Face a estes processos de mudança, percepcionar o indivíduo enquanto sujeito activo, implica moldar as tecnologias às necessidades e objectivos, individuais e colectivos. Neste contexto, as qualificações e a promoção das competências, nomeadamente em contexto formativo, representariam uma oportunidade para a afirmação individual dos actores sociais, dinamizadores no processo de construção do futuro.

O primado do desenvolvimento tecnológico e dos imperativos impostos aos sistemas de educação/formação ignora as suas ambiguidades intrínsecas, nomeadamente no que respeita aos seus impactos sociais. O emprego não segue uma tendência unívoca e linear. O trabalho fragmenta-se e o mercado de trabalho segmenta-se, pelo que a emergência de novas competências e as possibilidades de aprendizagem, decorrem fundamentalmente de práticas gestionárias assentes na valorização do capital humano. As estratégias de qualificação dependem não tanto de um indivíduo gestor de si, mas das estratégias de modernização seguidas pelas políticas nacionais e pelo tecido empresarial.

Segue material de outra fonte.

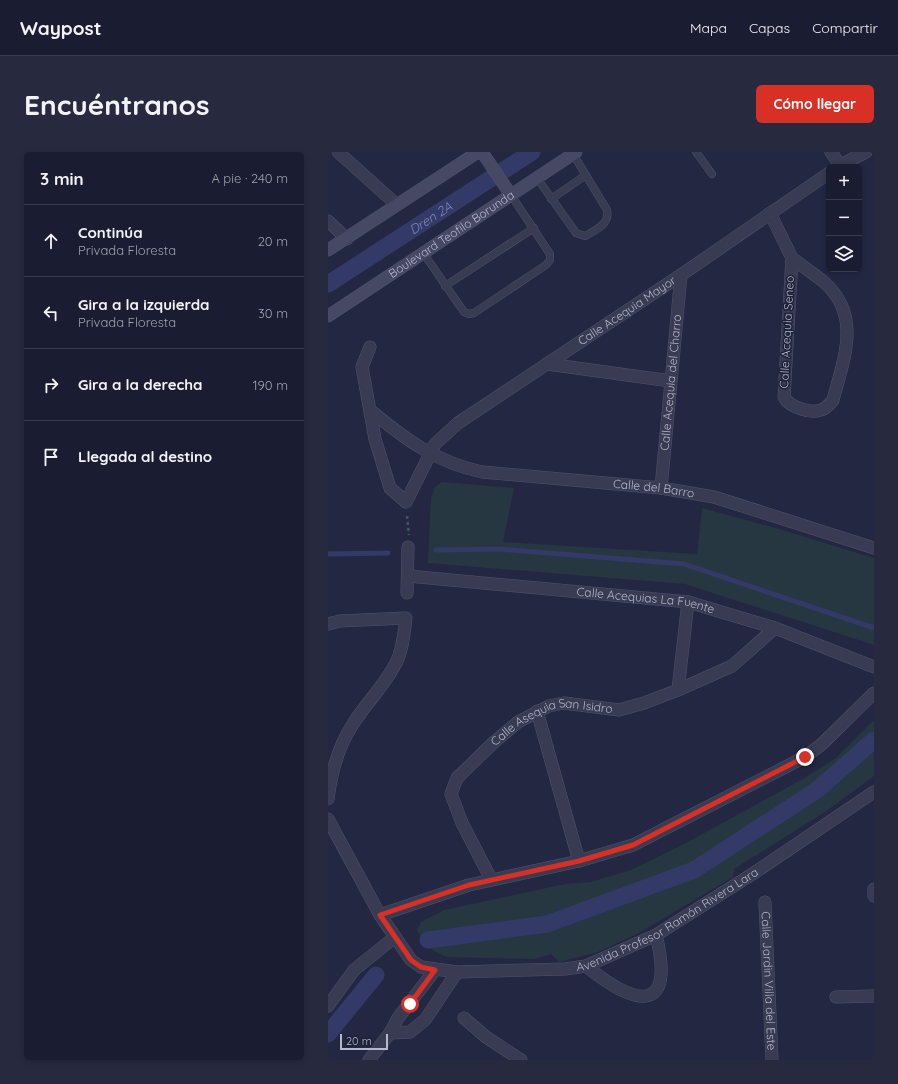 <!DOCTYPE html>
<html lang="es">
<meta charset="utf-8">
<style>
body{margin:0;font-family:Quicksand,sans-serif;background:#272a3e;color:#f1f3f6}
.controls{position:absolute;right:12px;top:12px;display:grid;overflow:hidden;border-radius:6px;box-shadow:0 2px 6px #0003}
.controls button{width:36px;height:36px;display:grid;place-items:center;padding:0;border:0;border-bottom:1px solid #383b4d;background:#1a1d32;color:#f1f3f6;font:20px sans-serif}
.scale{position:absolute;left:12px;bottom:10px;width:48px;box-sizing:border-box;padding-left:4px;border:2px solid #b5b7cc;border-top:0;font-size:11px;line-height:14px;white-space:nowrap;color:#b5b7cc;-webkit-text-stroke:3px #1d2036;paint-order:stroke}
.stop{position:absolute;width:12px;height:12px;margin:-9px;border:3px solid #d93025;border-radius:50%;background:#fff}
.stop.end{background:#d93025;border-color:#fff;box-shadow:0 1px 4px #0008}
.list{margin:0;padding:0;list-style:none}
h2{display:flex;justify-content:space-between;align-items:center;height:52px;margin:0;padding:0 16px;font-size:17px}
h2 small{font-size:13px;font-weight:400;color:#9fa2ac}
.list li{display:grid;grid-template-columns:26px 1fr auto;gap:12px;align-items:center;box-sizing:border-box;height:72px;padding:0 16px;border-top:1px solid #383b4d}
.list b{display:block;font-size:15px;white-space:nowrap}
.list p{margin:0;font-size:13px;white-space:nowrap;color:#9fa2ac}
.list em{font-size:13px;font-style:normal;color:#9fa2ac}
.icon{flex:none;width:22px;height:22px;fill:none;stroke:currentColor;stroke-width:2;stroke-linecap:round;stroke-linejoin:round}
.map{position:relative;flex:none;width:546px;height:908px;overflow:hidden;border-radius:6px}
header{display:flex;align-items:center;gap:24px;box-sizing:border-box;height:56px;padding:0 20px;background:#1a1d32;border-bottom:1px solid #383b4d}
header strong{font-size:19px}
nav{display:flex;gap:22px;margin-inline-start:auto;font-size:14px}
.intro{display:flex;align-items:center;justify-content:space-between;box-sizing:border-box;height:96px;padding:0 24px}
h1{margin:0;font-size:28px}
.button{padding:10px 18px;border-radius:6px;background:#d93025;color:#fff;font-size:14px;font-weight:700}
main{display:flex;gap:24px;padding:0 24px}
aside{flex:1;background:#1a1d32;border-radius:6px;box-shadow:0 2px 6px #0003}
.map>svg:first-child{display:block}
</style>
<header>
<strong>Waypost</strong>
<nav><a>Mapa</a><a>Capas</a><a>Compartir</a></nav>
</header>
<div class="intro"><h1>Encuéntranos</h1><a class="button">Cómo llegar</a></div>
<main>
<aside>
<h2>3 min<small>A pie · 240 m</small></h2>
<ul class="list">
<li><svg class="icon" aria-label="ahead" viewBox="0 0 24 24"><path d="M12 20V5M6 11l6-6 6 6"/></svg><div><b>Continúa</b><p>Privada Floresta</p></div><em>20 m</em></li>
<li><svg class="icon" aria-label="left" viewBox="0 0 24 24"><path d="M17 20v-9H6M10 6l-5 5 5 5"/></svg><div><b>Gira a la izquierda</b><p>Privada Floresta</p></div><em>30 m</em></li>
<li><svg class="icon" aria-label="right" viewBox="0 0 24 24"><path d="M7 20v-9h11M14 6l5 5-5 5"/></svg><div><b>Gira a la derecha</b></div><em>190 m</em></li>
<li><svg class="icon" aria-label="arrive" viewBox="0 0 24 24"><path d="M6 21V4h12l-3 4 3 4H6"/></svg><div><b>Llegada al destino</b></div></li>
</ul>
</aside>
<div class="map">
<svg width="546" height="908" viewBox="0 0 546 908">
<rect width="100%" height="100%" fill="#232742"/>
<path fill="#263742" d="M114 330 186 336 175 390 369 402 374 356 451 377 546 406V493L357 432 100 411 103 346 107 335Z
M546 568V624L497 660 406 717 405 725 311 781 270 800 231 810 223 802 207 807 120 805C106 801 95 791 89 778L93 770 116 758 237 732 263 730 303 718 356 692 480 624 508 606Z"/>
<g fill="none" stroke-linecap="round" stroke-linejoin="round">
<path stroke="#343a68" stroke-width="5" d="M108 398 171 397 356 412 546 476
M0 402 60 401"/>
<g stroke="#343a68" stroke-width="17">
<path id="s1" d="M0 132 204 0"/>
<path d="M100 788 219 772 366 718 489 638 546 588"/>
<path d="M0 882 48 823"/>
</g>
<defs>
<path id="service" d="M368 0 384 22
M209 26 248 81 257 84C268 78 282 72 279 58L245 2
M223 47 258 23
M96 102 136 160 141 162 146 161 218 113 222 108V102L183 43
M117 134 206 76"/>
<g id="minor">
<path d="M10 0 69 53"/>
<path d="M503 0 512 13"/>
<path d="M509 15 538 0"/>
<path d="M442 61 464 106 456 245C461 255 483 262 493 258 499 256 502 252 505 248 516 206 534 164 496 130 486 122 474 114 464 106"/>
<path d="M0 69 19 87"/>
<path id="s2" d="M42 195 34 215 47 287 62 336 78 350 107 292 130 271 353 123 501 21"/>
<path d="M219 212 343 229"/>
<path id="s3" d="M42 258C78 288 108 310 154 320L333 336 386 345 546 396"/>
<path id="s4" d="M333 336 353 123"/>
<path id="s5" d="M80 424 360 450 447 476 546 515"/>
<path d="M79 441 80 395"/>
<path d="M0 472 12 469 78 466C76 481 75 497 68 511 57 533 38 551 25 572 11 593 3 622 0 647"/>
<path d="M350 538 360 450"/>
<path d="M209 559 251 709"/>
<path d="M0 667 52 763"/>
<path id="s6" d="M163 727 134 671 123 642 129 626 165 591 190 570 221 554 236 551 291 558 316 551 350 538 404 514 447 476"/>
<path d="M546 737V744"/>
<path id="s7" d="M437 750 444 908"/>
<path d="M258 814C307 854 348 864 328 783"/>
<path d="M508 845 546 844"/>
<path d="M136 866 158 885 193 908"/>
<path d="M62 881 82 880 97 868 129 820"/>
<path d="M41 908 62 881 70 866 107 818"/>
</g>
<g id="tertiary">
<path id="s8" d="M546 541 494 592 477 605 305 693 251 709 141 733 52 763 83 808 93 815 129 820 237 817 258 814 328 783 426 721 546 640"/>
<path d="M0 854 26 818 67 785"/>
</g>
<g id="secondary">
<path d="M154 0 183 43"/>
<path d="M0 98 150 0"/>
<path id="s9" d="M0 164 248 0"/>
</g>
</defs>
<use href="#service" stroke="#505369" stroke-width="8"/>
<use href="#minor" stroke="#505369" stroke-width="13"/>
<use href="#tertiary" stroke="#505369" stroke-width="13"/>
<use href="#secondary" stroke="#505369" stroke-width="13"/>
<path stroke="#44545f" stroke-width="2.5" stroke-dasharray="3 3" stroke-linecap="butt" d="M79 364 81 383"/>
<use href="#service" stroke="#383b51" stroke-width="7"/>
<use href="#minor" stroke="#383b51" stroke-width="12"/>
<use href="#tertiary" stroke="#383b51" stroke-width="12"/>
<use href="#secondary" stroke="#464864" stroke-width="12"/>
</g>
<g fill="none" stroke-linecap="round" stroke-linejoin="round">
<path stroke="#d93025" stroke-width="5" d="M82 852 107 818 93 815 83 808 52 763 141 733 251 709 305 693 477 605"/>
</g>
<g text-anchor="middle" stroke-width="3" stroke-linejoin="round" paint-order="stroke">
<g font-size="12" fill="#b5b7cc" stroke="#1d2036">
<text dy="4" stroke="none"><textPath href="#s9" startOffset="148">Boulevard Teofilo Borunda</textPath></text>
<text dy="4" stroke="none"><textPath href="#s2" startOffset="466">Calle Acequia Mayor</textPath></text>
<text transform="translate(459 180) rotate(-87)" y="4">Calle Acequia Seneo</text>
<text dy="4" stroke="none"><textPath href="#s4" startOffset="106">Calle Acequia del Charro</textPath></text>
<text dy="4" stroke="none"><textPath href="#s3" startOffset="302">Calle del Barro</textPath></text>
<text dy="4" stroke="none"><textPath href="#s5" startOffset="239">Calle Acequias La Fuente</textPath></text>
<text dy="4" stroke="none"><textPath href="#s6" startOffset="227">Calle Asequia San Isidro</textPath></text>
<text dy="4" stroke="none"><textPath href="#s8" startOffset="876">Avenida Profesor Ramón Rivera Lara</textPath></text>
<text dy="4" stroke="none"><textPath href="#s7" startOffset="79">Calle Jardin Villa del Este</textPath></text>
</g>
<g font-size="13" font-style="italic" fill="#8189b9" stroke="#1d2036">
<text dy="5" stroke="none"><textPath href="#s1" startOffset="122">Dren 2A</textPath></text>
</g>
</g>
</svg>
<div class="controls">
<button>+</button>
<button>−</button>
<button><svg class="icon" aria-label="layers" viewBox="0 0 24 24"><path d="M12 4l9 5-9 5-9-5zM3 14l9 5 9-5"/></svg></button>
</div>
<div class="scale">20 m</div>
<div class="stop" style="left:82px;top:852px"></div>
<div class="stop end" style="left:477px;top:605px"></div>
</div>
</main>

A situação face ao trabalho, a estabilidade do emprego e o grau de formação exigido à partida, são factores que determinam as possibilidades de aprendizagem ao longo da vida. O trabalho altamente qualificado e o trabalho rotineiro e desqualificante, sendo realidades com geografias específicas, desencadeiam oportunidades desiguais no acesso à aprendizagem e ao emprego. Por outro lado, a emergência de estratégias de gestão diferenciadas de acordo com o grau de qualificação dos trabalhadores sustenta a emergência de novas estratificações de trabalhadores, cujo factor dinâmico reside nas próprias qualificações, reforçando mais as distinções e desigualdades já existentes. Terá deixado a educação/formação de ser um direito passando a ser um bem?

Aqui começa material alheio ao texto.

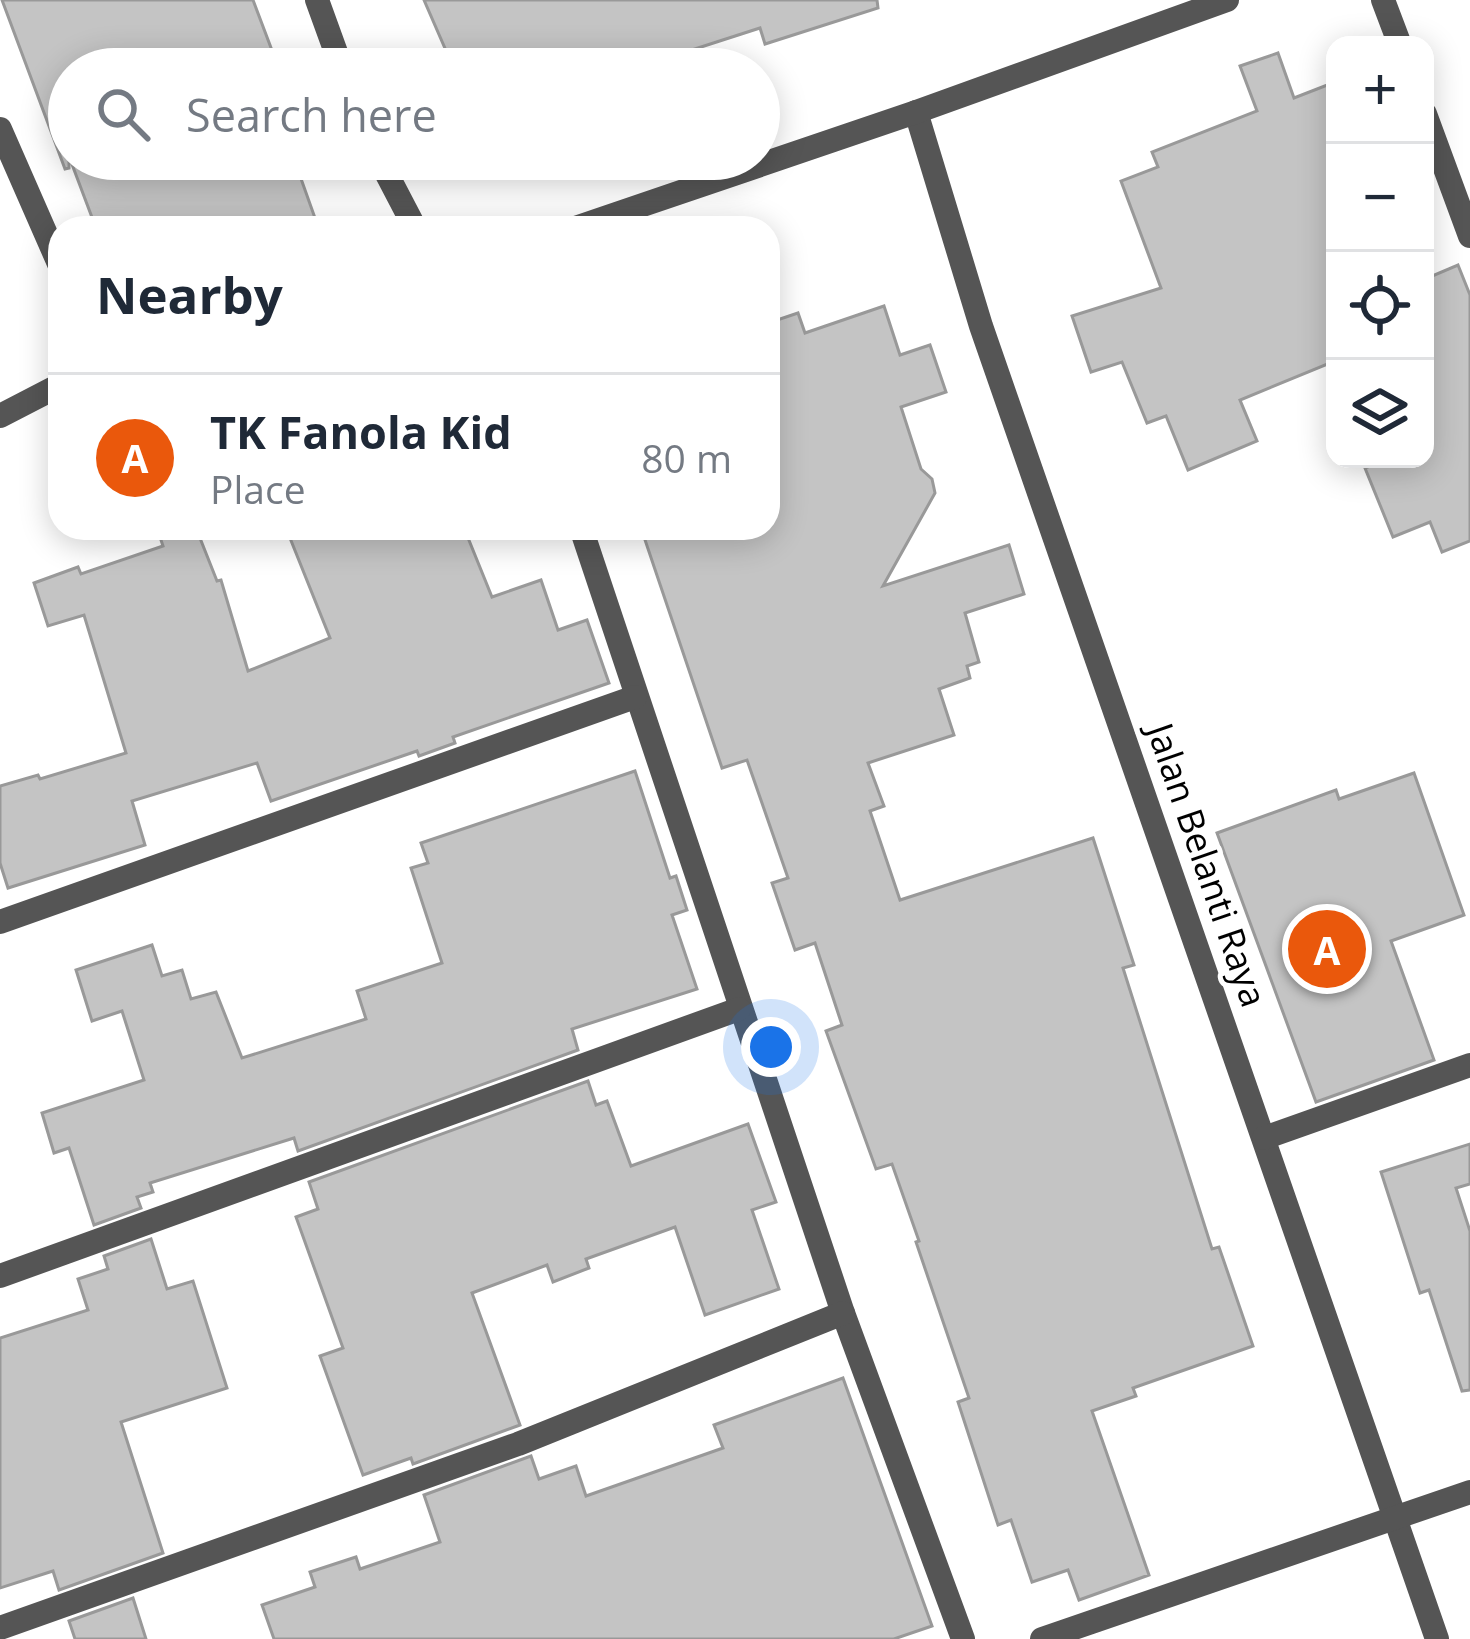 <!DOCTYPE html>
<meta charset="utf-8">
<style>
:root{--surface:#fff;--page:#f6f6f7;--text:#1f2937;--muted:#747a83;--line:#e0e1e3;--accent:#ea580c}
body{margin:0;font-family:"Open Sans",sans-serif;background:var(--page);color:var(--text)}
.controls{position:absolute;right:36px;top:36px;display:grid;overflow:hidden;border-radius:24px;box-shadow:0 6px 30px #0003}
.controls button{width:108px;height:108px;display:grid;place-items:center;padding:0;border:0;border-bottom:3px solid var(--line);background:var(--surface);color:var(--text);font:60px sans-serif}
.you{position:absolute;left:771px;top:1047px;width:42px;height:42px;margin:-30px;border:9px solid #fff;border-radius:50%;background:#1a73e8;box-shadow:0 0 0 18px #1a73e833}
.badge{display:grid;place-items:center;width:78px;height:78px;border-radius:50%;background:var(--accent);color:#fff;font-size:39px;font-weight:700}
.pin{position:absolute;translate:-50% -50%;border:6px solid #fff;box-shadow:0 3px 12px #0006}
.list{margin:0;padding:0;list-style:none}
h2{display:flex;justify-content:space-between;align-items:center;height:156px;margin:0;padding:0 48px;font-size:51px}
h2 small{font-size:39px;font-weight:400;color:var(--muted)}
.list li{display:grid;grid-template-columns:78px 1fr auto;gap:36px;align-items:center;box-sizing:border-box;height:168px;padding:0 48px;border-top:3px solid var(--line)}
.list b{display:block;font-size:45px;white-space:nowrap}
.list p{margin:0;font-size:39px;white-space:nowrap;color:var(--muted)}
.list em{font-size:39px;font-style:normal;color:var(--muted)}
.icon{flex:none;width:66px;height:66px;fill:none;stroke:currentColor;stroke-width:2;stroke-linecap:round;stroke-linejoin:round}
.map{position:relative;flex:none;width:1470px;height:1639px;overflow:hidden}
.search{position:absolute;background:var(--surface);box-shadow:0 6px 30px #0003;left:48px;top:48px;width:732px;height:132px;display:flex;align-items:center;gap:30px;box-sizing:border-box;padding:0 42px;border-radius:66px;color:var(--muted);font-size:45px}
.panel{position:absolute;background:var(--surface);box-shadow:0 6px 30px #0003;left:48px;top:216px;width:732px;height:324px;border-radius:36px}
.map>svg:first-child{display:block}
</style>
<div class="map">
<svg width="1470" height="1639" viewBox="0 0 1470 1639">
<rect width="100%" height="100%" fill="#fff"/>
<g fill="#c4c4c4" stroke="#999" stroke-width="3">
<path d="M 2,0 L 253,0 L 279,69 L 69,69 L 69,168 L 65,169 Z"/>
<path d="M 424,0 L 877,0 L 878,8 L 765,44 L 760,28 L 633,69 L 454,69 Z"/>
<path d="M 1278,53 L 1294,98 L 1335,82 L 1335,361 L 1240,400 L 1257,441 L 1188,470 L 1166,416 L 1147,423 L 1122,362 L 1091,372 L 1072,316 L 1161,288 L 1121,181 L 1158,167 L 1152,152 L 1257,111 L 1240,66 Z"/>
<path d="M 70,159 L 294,159 L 315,218 L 286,228 L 96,228 Z"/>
<path d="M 1458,265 L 1470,295 L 1470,541 L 1442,552 L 1430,522 L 1393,537 L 1365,468 L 1388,459 L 1425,459 L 1425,279 Z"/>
<path d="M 884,306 L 900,355 L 930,345 L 946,392 L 901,407 L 921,469 L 932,479 L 935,493 L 883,586 L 1009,545 L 1024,594 L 965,613 L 979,662 L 967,666 L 970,678 L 939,689 L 954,735 L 868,763 L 884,806 L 870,811 L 900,900 L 1093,838 L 1134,965 L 1123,968 L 1212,1249 L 1219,1247 L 1253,1346 L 1133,1388 L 1136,1396 L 1092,1411 L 1149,1575 L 1079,1600 L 1068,1570 L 1032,1582 L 1011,1520 L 998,1525 L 958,1402 L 969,1398 L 916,1242 L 919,1241 L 892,1164 L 876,1169 L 826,1031 L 842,1025 L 815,943 L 795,950 L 772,883 L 788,878 L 747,760 L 722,768 L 641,528 L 768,528 L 768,323 L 798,313 L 805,333 Z"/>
<path d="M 157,528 L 196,528 L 217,581 L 221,580 L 248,671 L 330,638 L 286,528 L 464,528 L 492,597 L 541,580 L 558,630 L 587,620 L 609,683 L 453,737 L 455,743 L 419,756 L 417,751 L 271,801 L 257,763 L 132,801 L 145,845 L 8,888 L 0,863 L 0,786 L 38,775 L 40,779 L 126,753 L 84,615 L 48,626 L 34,583 L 78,567 L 81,574 L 163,546 Z"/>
<path d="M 635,771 L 670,878 L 676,876 L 687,910 L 672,915 L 697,989 L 572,1029 L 578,1050 L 298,1151 L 294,1138 L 150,1183 L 153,1192 L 137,1197 L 141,1208 L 94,1225 L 69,1148 L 54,1153 L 42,1113 L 144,1080 L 122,1011 L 92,1021 L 76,970 L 152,945 L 162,976 L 182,970 L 191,999 L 216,992 L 242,1058 L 366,1019 L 357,991 L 442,963 L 411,868 L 428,863 L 421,843 Z"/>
<path d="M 1414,773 L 1464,915 L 1391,941 L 1434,1060 L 1316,1102 L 1217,833 L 1336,790 L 1339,799 Z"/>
<path d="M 588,1081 L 596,1105 L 607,1101 L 631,1166 L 748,1124 L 776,1202 L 752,1210 L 779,1289 L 705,1315 L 675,1227 L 586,1259 L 589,1268 L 553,1282 L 547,1265 L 472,1293 L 520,1425 L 413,1464 L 411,1458 L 363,1475 L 320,1356 L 343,1348 L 296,1217 L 318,1209 L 309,1182 Z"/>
<path d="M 1470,1144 L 1470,1184 L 1456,1188 L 1470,1231 L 1470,1390 L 1462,1391 L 1429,1290 L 1420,1293 L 1381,1172 Z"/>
<path d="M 151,1239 L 167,1289 L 193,1281 L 227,1388 L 121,1422 L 163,1553 L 59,1590 L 53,1571 L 0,1588 L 0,1338 L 88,1310 L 78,1279 L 108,1269 L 104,1256 Z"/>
<path d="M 843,1378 L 932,1626 L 894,1639 L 274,1639 L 262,1605 L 315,1587 L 310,1572 L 356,1557 L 360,1569 L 440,1542 L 424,1495 L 531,1456 L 539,1479 L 576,1466 L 586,1496 L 723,1448 L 714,1425 Z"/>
<path d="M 133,1598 L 146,1639 L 75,1639 L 69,1621 Z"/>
</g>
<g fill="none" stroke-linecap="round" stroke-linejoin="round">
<g stroke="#555" stroke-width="24">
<path d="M 317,0 L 342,69"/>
<path d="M 1383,0 L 1400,45"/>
<path d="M 916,112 L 981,326 L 1437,1639"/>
<path d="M 1425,114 L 1470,236"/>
<path d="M 0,129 L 60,266"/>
<path d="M 379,159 L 415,228"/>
<path d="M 575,228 L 916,112 L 1227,0"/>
<path d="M 0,416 L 60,385"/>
<path d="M 581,528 L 843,1313 L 963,1639"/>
<path d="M 0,922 L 635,697"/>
<path d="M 1264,1138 L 1470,1065"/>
<path d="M 0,1276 L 739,1009"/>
<path d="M 0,1628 L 518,1444 L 843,1313"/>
<path d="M 1042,1639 L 1470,1492"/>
</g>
</g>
<g text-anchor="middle" stroke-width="10" stroke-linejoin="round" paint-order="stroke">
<g font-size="36" fill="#000" stroke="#fff">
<text transform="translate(1207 865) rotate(71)" y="13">Jalan Belanti Raya</text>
</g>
</g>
</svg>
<div class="controls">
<button>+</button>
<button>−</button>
<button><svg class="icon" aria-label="locate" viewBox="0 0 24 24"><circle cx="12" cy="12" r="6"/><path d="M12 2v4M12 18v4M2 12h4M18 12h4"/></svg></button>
<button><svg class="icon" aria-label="layers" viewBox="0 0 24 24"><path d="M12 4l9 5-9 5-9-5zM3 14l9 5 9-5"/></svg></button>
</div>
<div class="you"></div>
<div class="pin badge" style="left:1327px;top:949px">A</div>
<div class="search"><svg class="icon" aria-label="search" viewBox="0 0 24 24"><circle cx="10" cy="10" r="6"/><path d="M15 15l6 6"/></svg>Search here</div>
<section class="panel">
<h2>Nearby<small></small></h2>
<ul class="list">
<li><span class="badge">A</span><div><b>TK Fanola Kid</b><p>Place</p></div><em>80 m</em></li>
</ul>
</section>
</div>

Qual o lugar daqueles que, nesta “sociedade do conhecimento”, acumulam desvantagens que limitam e incapacitam a procura de novas estratégias? Será o da condição de inempregáveis? Mas será esta uma condição alguma vez reconhecida quer ao nível das políticas sociais, quer pelo discurso político institucional? Será esta uma condição legítima nas democracias modernas?